La hiérarchie catholique n'insiste pas non plus sur la proximité dans le temps entre le scandale provoqué par la violente dénonciation des trafics en tous genres qui se déroulaient dans le temple et la crucifixion de son fondateur. Officiellement, elle adopte d'autant plus volontiers les motivations théologiques brandies par les hiérarques pharisiens, afin de justifier la condamnation, puis l'exécution de l'imposteur par le bras séculier romain, qu'elle est elle-même très rapidement devenue une puissance temporelle opulente.

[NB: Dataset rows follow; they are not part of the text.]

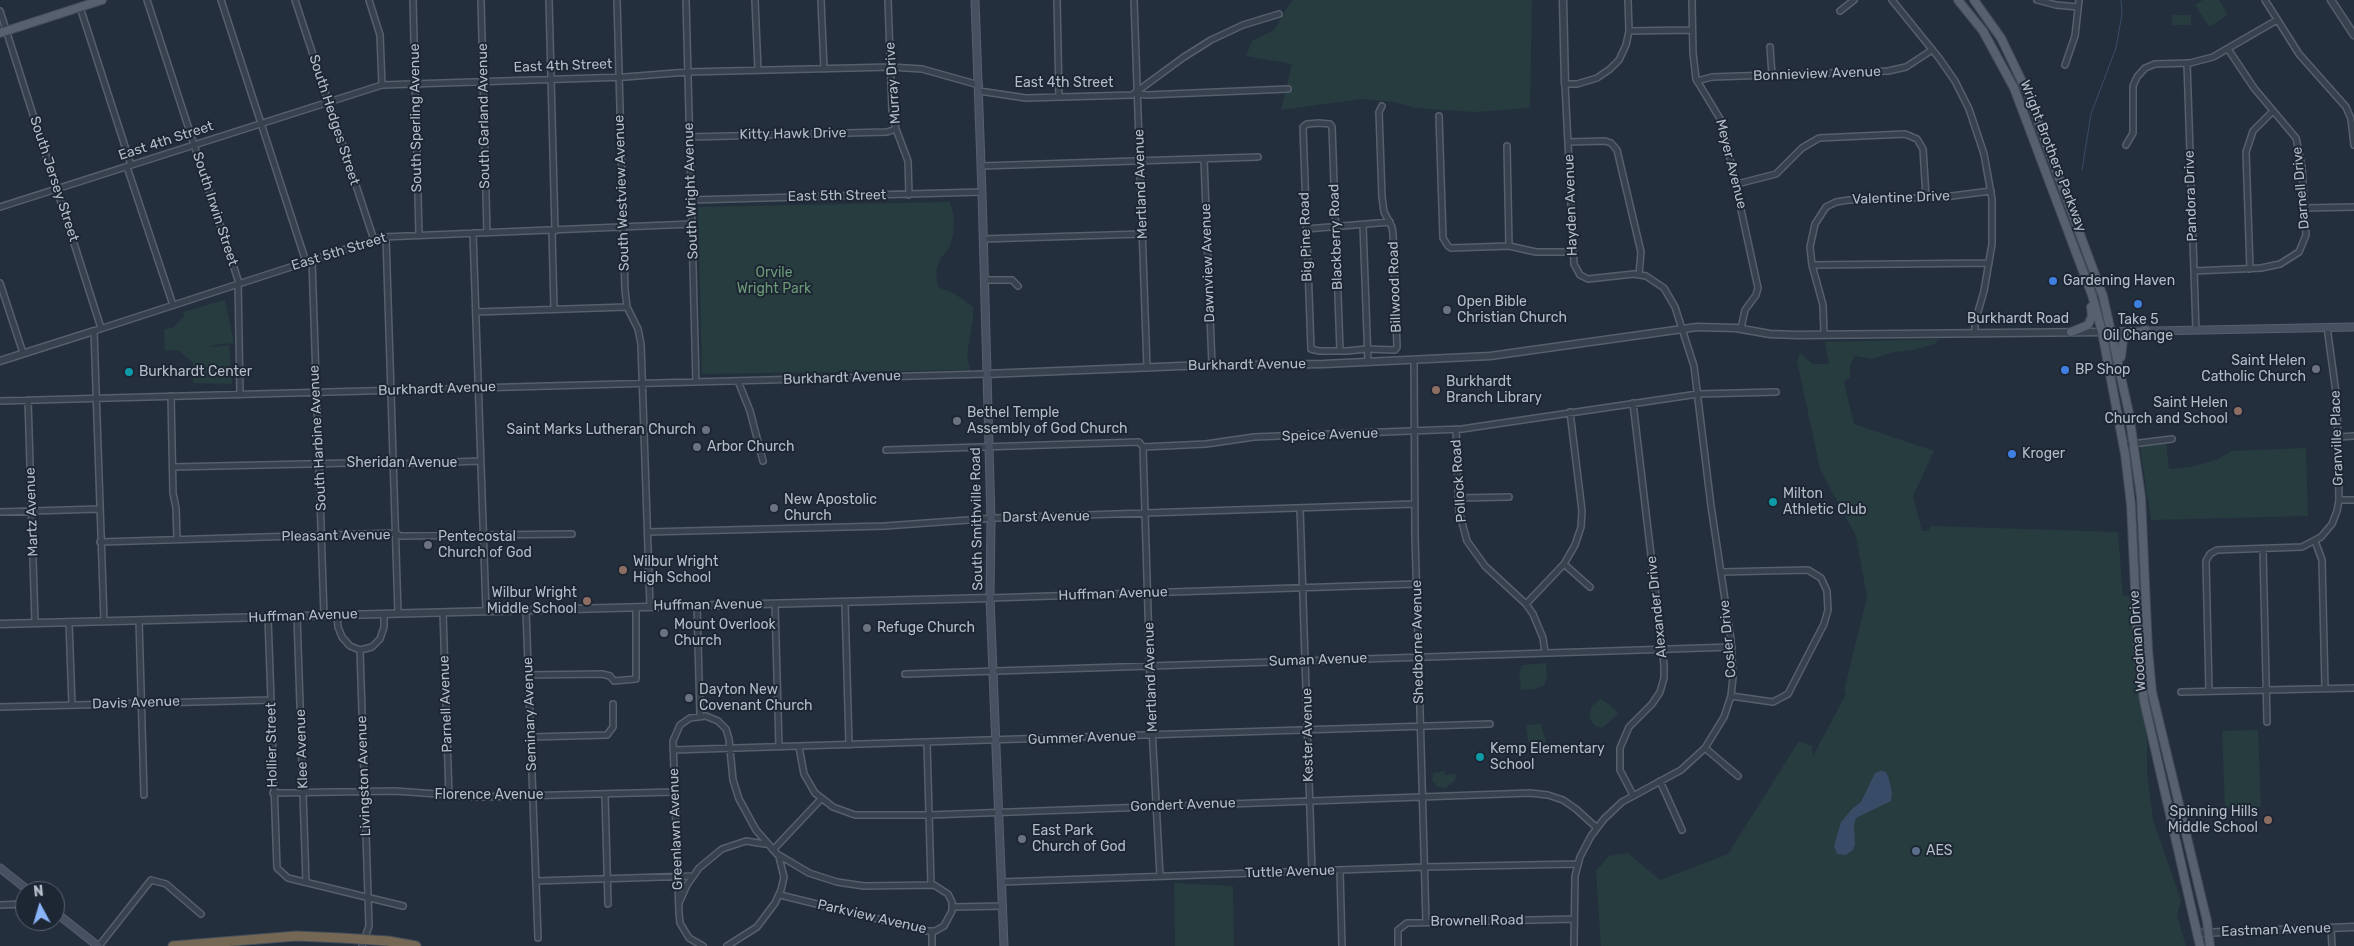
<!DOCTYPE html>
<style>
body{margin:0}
#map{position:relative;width:2354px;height:946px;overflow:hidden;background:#242f3e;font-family:Rubik,sans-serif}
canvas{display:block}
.north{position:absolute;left:15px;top:881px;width:50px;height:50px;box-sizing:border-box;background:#1d2633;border:1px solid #59626f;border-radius:50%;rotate:354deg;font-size:14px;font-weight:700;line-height:20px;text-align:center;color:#b4bcc9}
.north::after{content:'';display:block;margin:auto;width:18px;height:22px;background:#8ab4f8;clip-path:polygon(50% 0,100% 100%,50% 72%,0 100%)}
</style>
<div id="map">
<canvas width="2354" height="946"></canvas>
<div class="north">N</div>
</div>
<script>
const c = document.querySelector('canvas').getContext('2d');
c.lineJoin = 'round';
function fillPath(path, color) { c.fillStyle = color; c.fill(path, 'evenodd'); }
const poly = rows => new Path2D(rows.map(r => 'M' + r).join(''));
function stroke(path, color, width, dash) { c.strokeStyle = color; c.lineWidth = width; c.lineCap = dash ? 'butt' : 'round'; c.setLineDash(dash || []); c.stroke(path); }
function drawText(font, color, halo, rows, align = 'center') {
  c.font = font + ' Rubik,sans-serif'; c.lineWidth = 4; c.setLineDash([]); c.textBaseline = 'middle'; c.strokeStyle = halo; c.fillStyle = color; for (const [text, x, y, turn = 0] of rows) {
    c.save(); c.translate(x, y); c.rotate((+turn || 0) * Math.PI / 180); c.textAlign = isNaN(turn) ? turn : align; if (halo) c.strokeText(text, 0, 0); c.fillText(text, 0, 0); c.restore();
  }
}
fillPath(poly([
 [1292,0,1532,0,1530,108,1473,112,1416,108,1393,102,1361,99,1281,110,1292,64,1246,56,1252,41,1274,30],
 [2203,0,2219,0,2228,15,2209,27,2195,5],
 [2172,15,2191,15,2191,25,2172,25],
 [950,202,954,218,953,235,949,248,940,259,936,272,938,287,955,294,973,307,973,318,967,355,970,370,702,374,698,207],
 [225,300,234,343,213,345,212,347,229,345,232,384,193,383,193,363,178,350,165,350,164,329,173,328,184,316,183,312],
 [1938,339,1935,344,1913,350,1894,352,1872,359,1855,356,1850,365,1850,377,1844,382,1854,424,1934,451,1913,496,1922,531,1928,531,1931,526,2118,532,2123,596,2131,596,2134,657,2147,741,2147,772,2153,820,2181,900,2177,916,2186,946,1601,946,1596,871,1609,856,1628,853,1660,880,1728,854,1799,741,1812,746,1813,756,1846,694,1844,691,1867,597,1856,536,1820,469,1797,361,1800,353,1813,364,1829,364,1825,342],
 [2166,443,2169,469,2190,467,2216,460,2232,451,2306,448,2308,516,2151,520,2140,446],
 [1546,663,1547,677,1544,685,1535,689,1521,690,1519,671,1523,665],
 [1601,699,1617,711,1617,715,1602,728,1594,725,1589,718,1592,706],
 [1541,724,1547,746,1542,748,1538,745,1529,747,1526,725],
 [2258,730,2261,807,2225,809,2222,731],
 [1444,771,1445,775,1456,774,1455,781,1445,788,1437,787,1432,780,1433,773],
 [1174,883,1233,886,1234,946,1175,946]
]), '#263c3f');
fillPath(poly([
 [1880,771,1886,772,1889,779,1892,793,1891,801,1856,818,1854,825,1855,844,1853,850,1846,855,1837,854,1834,846,1841,822,1852,809,1861,802,1875,773]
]), '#394c67');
stroke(poly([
 [2082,170,2091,114,2116,48,2122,14,2121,0]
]), '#394c67', 1);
const minor = poly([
 [147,0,238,280,240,395],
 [221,0,306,262],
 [295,0,374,240],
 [369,0,380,35,382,85],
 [413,0,419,235],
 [481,0,487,233],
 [549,0,555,231],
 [617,0,625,290,627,307,638,329,641,344,650,607],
 [686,0,696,382],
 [755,0,758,70],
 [821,0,824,69],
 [888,0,892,110,896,129,908,161,909,195],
 [1057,0,1059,97],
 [1134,0,1147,368],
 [1692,0,1693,53,1696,79,1722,122,1758,288,1756,295,1745,310,1741,328],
 [1892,0,1939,58,1955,81,1969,109,1984,154,1992,199,1992,244,1984,291,1975,322,1975,333],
 [2037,0,2056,5,2078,7],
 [2265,0,2299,54,2346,107,2351,119,2354,145],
 [80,7,131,165],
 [0,11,101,328],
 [1840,11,1854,0],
 [1629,31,1692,30],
 [1770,47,1772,75],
 [2187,63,2196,330],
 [2065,65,2075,36,2079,0],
 [1697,81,1712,77,1888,71,1906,67,1932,50],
 [979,91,1026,98,1132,95,1184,57,1211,40,1243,25,1279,14],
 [1137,93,1146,95,1288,89],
 [1439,116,1443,238,1448,246,1451,248,1509,246,1536,252,1573,252],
 [690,137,887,132,896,129],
 [1569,142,1605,141,1611,143,1617,150,1641,252,1639,275],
 [2126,145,2133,133,2133,86,2137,77,2145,68,2155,64,2190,63,2213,57,2277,20],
 [1507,146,1509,246],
 [1204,159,1212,366],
 [981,166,1258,157],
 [127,167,173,305],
 [1737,184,1776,174,1802,148,1819,138,1905,134,1917,139,1923,149,1926,197],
 [691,200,982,192],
 [0,207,382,85,625,77,688,72,891,67,922,69,979,85],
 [2305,208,2354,207],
 [1363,225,1368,362],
 [1306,229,1390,222],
 [552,231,554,309],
 [473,233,486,611],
 [386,237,398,613],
 [983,239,1142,234],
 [312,260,324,616],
 [1812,265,1989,263],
 [2250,269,2246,152,2253,131,2273,111],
 [2194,271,2261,268,2280,264,2299,252,2306,235,2302,167,2296,138,2254,88,2228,49],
 [984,280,1012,280,1018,286],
 [0,283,23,353],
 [476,312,627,307],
 [1824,334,1823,305,1812,265,1810,247,1815,224,1826,207,1836,202,1849,200,1944,197,1991,191],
 [1340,351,1332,127,1330,124,1319,123,1307,124,1303,127,1311,349,1319,351,1347,351,1366,349,1395,350,1397,347,1393,234,1392,227,1384,212,1382,197,1379,112,1382,106],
 [1414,361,1415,536,1426,922],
 [738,381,750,411,763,461],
 [171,396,173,493,176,508,177,539],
 [28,400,35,623],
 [0,401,986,374],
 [1456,429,1459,511,1467,541,1485,566,1526,604,1533,614,1543,638,1545,653],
 [2338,437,2354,436],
 [2124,445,2172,439],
 [1143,447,1206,444,1254,437,1462,429,1698,394,1776,392],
 [1143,447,1151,709,1160,876],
 [886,450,1139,442,1143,447],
 [394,464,481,461],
 [173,467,394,462],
 [1458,498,1509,497],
 [2339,500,2354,500],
 [1300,508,1312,871],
 [0,512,99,509],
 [648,532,885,526,996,518,1415,504],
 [2315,541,2322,560,2325,688],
 [100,542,396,533,400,536,572,534],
 [2263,549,2267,722],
 [1564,564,1590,587],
 [1721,572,1808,570,1821,578,1827,591,1828,610,1824,624,1788,694,1773,702,1731,696],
 [990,598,1416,584],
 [845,602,849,745],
 [775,604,779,747],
 [1526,604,1564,564,1575,545,1581,527,1582,511,1570,412],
 [697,606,700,715],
 [526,610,538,938],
 [443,612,449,796],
 [337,615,338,627,342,637,350,646,360,650],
 [297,616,306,882],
 [268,617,277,868,288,878,403,906],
 [139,620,144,795],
 [104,621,94,331,383,237,692,224],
 [69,622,72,705],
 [360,650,369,926,362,946],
 [360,650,372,647,380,639,384,627,384,614],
 [905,674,1732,647],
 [528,675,602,674,610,676,614,681,636,679,636,607],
 [2209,691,2206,561,2210,554,2217,550,2302,547,2321,537,2332,524,2337,511,2339,500,2337,400,2327,327],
 [2181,692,2354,688],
 [0,707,271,700],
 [531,737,607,735,613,727,613,704],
 [927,743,931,884],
 [799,747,804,774,815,793,833,807,855,815,929,815,1530,793,1548,795,1563,800,1576,809,1597,828],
 [1705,748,1738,776],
 [673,750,1490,724],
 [1660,781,1682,830],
 [273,793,395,791,479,797,674,792],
 [605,794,608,904],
 [1633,795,1620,770,1620,748,1629,727,1652,704,1660,692,1664,678,1664,665,1633,403],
 [773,850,821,799],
 [1340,871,1342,946],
 [536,881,692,876],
 [1001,882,1424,867,1578,864],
 [680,901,687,885,699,868,722,849,746,841,765,844],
 [0,905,25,904],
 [953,907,1003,906],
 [2331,928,2332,946],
 [932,931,932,946],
 [99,946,151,880,166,884,201,914],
 [703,946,689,938,680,923,679,913,673,741,680,725,690,718,706,716,718,721,726,729,729,739,733,780,739,799,756,830,777,854,809,873,837,882,864,886,934,885,948,894,952,902,952,911,944,926,935,931,927,931,780,895],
 [727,946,757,927,775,903,781,890,784,877,779,857],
 [1398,946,1398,930,1407,923,1574,919],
 [1574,946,1575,876,1580,857,1591,836,1604,819,1622,802,1681,770,1705,748,1724,717,1731,696,1733,677,1731,640,1711,506,1694,366,1675,307,1664,288,1646,276,1634,274,1588,279,1580,275,1574,264,1565,84,1577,84,1597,78,1610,69,1619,60,1626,45,1629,31,1628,0]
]);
const tertiary = poly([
 [1563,0,1565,84],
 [2331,0,2354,35],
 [0,361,94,331],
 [986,374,1181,366,1324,364,1490,356,1697,327,1736,328,1770,334,1798,335,2102,332],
 [0,624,990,598],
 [2198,933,2354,927]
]);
const secondary = poly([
 [975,0,982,192,991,519,990,598,1004,946],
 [2102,332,2354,327],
 [0,868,29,891],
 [55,912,98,946]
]);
const primary = poly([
 [1958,0,1983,31,2014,88,2092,295,2102,332,2125,454,2131,505,2138,650,2144,701,2200,946],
 [1974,0,2001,38,2027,92,2103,296,2129,413,2141,497,2148,649,2152,692,2207,921,2210,946],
 [0,33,102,0],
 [2071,332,2088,325,2092,316,2091,307],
 [2121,357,2123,340,2129,335,2146,330]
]);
const motorway = poly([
 [388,941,416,946],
 [173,946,296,936,342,938]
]);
stroke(minor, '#565f6c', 8);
stroke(tertiary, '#565f6c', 9);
stroke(secondary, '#565f6c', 9);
stroke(primary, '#414a57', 10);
stroke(motorway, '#434c59', 11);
stroke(minor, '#38414e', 5);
stroke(tertiary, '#38414e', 6);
stroke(secondary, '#465061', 7);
stroke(primary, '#56606e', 8);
stroke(motorway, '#746855', 9);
const motorwayBridge = poly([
 [342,938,388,941]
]);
stroke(motorwayBridge, '#434c59', 11, []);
stroke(motorwayBridge, '#746855', 9);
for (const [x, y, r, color] of [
 [2053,281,5,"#3f7fe0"],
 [2138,304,5,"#3f7fe0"],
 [1447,310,5,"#6b7280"],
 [2316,369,5,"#6b7280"],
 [2065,370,5,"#3f7fe0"],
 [129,372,5,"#0f9aa8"],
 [1436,390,5,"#8d6e63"],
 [2238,411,5,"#8d6e63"],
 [957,421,5,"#6b7280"],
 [706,430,5,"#6b7280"],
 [697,447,5,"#6b7280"],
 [2012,454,5,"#3f7fe0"],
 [1773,502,5,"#0f9aa8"],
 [774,508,5,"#6b7280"],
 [428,545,5,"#6b7280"],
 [623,570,5,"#8d6e63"],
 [587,601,5,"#8d6e63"],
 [867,628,5,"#6b7280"],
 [664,633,5,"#6b7280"],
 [689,698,5,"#6b7280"],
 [1480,757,5,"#0f9aa8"],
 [2268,820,5,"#8d6e63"],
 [1022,839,5,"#6b7280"],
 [1916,851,5,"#5c6f8a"]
]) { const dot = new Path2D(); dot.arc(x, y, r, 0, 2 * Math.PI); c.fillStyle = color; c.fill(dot); stroke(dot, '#1d2633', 2); }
drawText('14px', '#b4bcc9', '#1d2633', [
 ["East 4th Street",563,66,-2],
 ["Bonnieview Avenue",1817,74,-2],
 ["Murray Drive",893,83,-94],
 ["East 4th Street",1064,83],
 ["South Garland Avenue",484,116,-91],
 ["South Sperling Avenue",416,118,-91],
 ["South Hedges Street",334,120,72],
 ["Kitty Hawk Drive",793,134,-1],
 ["East 4th Street",166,141,-18],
 ["Wright Brothers Parkway",2053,156,69],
 ["Meyer Avenue",1731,164,76],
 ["South Jersey Street",54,179,72],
 ["Mertland Avenue",1141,184,-92],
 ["Darnell Drive",2301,188,-95],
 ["South Wright Avenue",691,191,-92],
 ["South Westview Avenue",622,193,-92],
 ["East 5th Street",837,196,-1],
 ["Pandora Drive",2191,196,-92],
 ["Valentine Drive",1901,198,-2],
 ["Hayden Avenue",1571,205,-92],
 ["South Irwin Street",215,209,72],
 ["Big Pine Road",1306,237,-92],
 ["Blackberry Road",1336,237,-92],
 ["East 5th Street",339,252,-17],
 ["Dawnview Avenue",1208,263,-92],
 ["Billwood Road",1395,287,-92],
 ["Burkhardt Road",2018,319],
 ["Burkhardt Avenue",1247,365,-1],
 ["Burkhardt Avenue",842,378,-2],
 ["Burkhardt Avenue",437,389,-2],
 ["Speice Avenue",1330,435,-2],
 ["South Harbine Avenue",318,438,-93],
 ["Granville Place",2337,438,-92],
 ["Sheridan Avenue",402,463],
 ["Pollock Road",1459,481,-94],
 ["Martz Avenue",32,512,-92],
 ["Darst Avenue",1046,517,-1],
 ["South Smithville Road",977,519,-91],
 ["Pleasant Avenue",336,536,-1],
 ["Huffman Avenue",1113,594,-2],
 ["Huffman Avenue",708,605,-1],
 ["Alexander Drive",1657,607,-96],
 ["Huffman Avenue",303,616,-2],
 ["Cosler Drive",1728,639,-95],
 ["Woodman Drive",2138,641,-94],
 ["Shedborne Avenue",1418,642,-91],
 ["Suman Avenue",1318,660,-2],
 ["Mertland Avenue",1151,677,-92],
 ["Davis Avenue",136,703,-2],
 ["Parnell Avenue",446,704,-92],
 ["Seminary Avenue",530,714,-92],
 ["Kester Avenue",1308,735,-91],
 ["Gummer Avenue",1082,738,-2],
 ["Hollier Street",272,745,-91],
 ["Klee Avenue",302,749,-92],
 ["Livingston Avenue",364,776,-92],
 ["Florence Avenue",489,795],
 ["Gondert Avenue",1183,805,-2],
 ["Greenlawn Avenue",676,829,-92],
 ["Tuttle Avenue",1290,872,-2],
 ["Parkview Avenue",872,917,13],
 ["Brownell Road",1477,921,-1],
 ["Eastman Avenue",2276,930,-2]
]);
drawText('14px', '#6b9a76', '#1d2633', [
 ["Orvile",774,273],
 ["Wright Park",774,289]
]);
drawText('14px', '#b4bcc9', '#1d2633', [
 ["Gardening Haven",2063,281],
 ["Open Bible",1457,302],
 ["Christian Church",1457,318],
 ["Take 5",2138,320,"center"],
 ["Oil Change",2138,336,"center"],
 ["Saint Helen",2306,361,"right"],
 ["Catholic Church",2306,377,"right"],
 ["BP Shop",2075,370],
 ["Burkhardt Center",139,372],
 ["Burkhardt",1446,382],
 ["Branch Library",1446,398],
 ["Saint Helen",2228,403,"right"],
 ["Church and School",2228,419,"right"],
 ["Bethel Temple",967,413],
 ["Assembly of God Church",967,429],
 ["Saint Marks Lutheran Church",696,430,"right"],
 ["Arbor Church",707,447],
 ["Kroger",2022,454],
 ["Milton",1783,494],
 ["Athletic Club",1783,510],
 ["New Apostolic",784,500],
 ["Church",784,516],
 ["Pentecostal",438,537],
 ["Church of God",438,553],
 ["Wilbur Wright",633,562],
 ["High School",633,578],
 ["Wilbur Wright",577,593,"right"],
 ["Middle School",577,609,"right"],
 ["Mount Overlook",674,625],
 ["Church",674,641],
 ["Refuge Church",877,628],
 ["Dayton New",699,690],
 ["Covenant Church",699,706],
 ["Kemp Elementary",1490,749],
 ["School",1490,765],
 ["Spinning Hills",2258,812,"right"],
 ["Middle School",2258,828,"right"],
 ["East Park",1032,831],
 ["Church of God",1032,847],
 ["AES",1926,851]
], 'left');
</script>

L'histoire est facétieuse. Un court billet paru dans le Monde daté du 5 janvier 2013 signale que les terminaux de paiement par carte de crédit dans l'Etat du Vatican viennent d'être désactivés et que la Banque d'Italie interdit le Vatican de carte de crédit. Motif invoqué par la filiale de la Deutsche Bank qui gère le terminal de paiements par carte de ce mini-Etat: insuffisance en matière de lutte contre le blanchiment et le financement du terrorisme.

Jésus, prends ton fouet et reviens, les "changeurs" se sont installés dans les caves de ta propre maison et l'ont transformée en une "caverne de voleurs"!